Horizontal is not always the best.
[3] Spend my money on big 100 uf poly-caps
Agreed that one can do better than Seduction, which was always intended as an entry-level design.
The 6DJ8/6922 has a low enough plate impedance to drive a moderate-length cable directly so that two stages can suffice. Most other tubes will as you say require an additional stage. For the Progressive Engineering phono preamp I did just what you have suggested - switched to 6N1P for the gain stages, and added a direct-coupled cathode follower for low output impedance, along with a shunt regulated power supply. In our experience, cathode followers are pretty decent if they have a good shunt-regulated power supply; otherwise they have been problematic. A 12AY7 would be a good candidate; like the EF86 it's a tube designed for small-signal audio.
An improved Seduction would have a shunt regulated power supply. We've done it experimentally and the difference is quite audible. It would require a new power transformer and supply of course. In fact we had planned to make such a thing, but it got replaced by the EF-86 based design after we listened to the Repro Amps.
Incidentally, we did build a test box with stereo cathode followers and six different shunt regulator circuits, including Zeners and gas regulator tubes, in order to chose what configuration to use in the Bottlehead products.
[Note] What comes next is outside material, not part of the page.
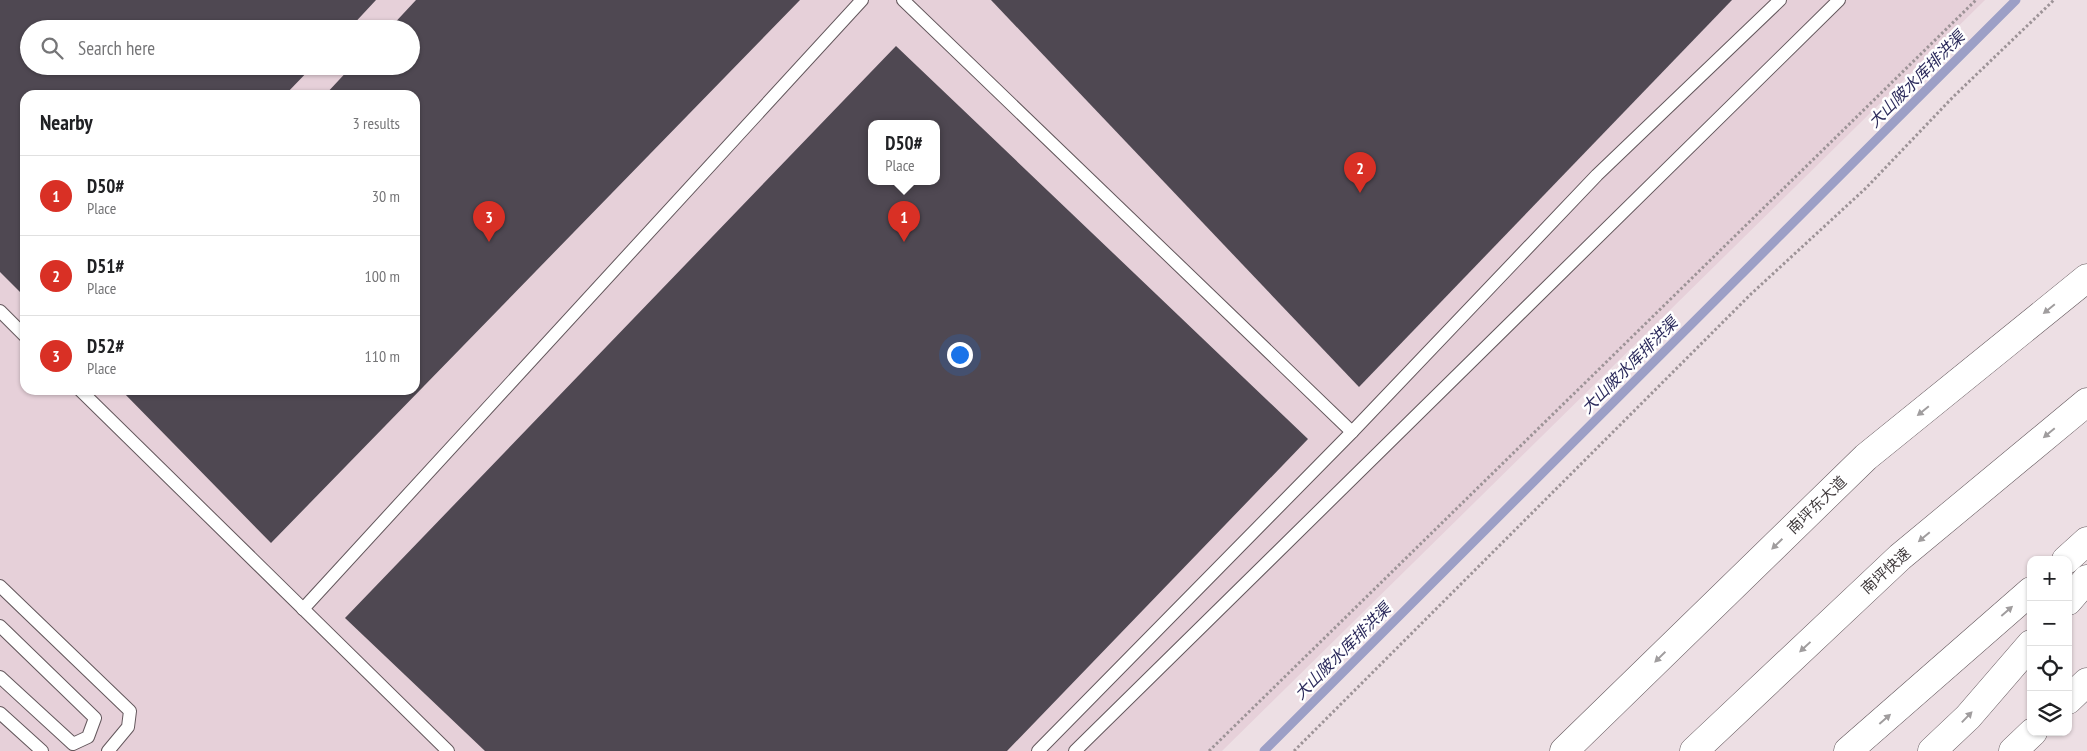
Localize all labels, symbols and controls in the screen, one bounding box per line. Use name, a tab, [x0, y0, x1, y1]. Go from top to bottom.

A couple points of information about the designs: In addition to lower distortion at large signal magnitudes (admittedly, not that significant for these tiny signals) a good current source plate load provides some 50dB of power supply noise rejection, so I continue to prefer that configuration. We use old-technology low efficiency red LEDs because their dynamic resistance is especially low, and they are very quiet.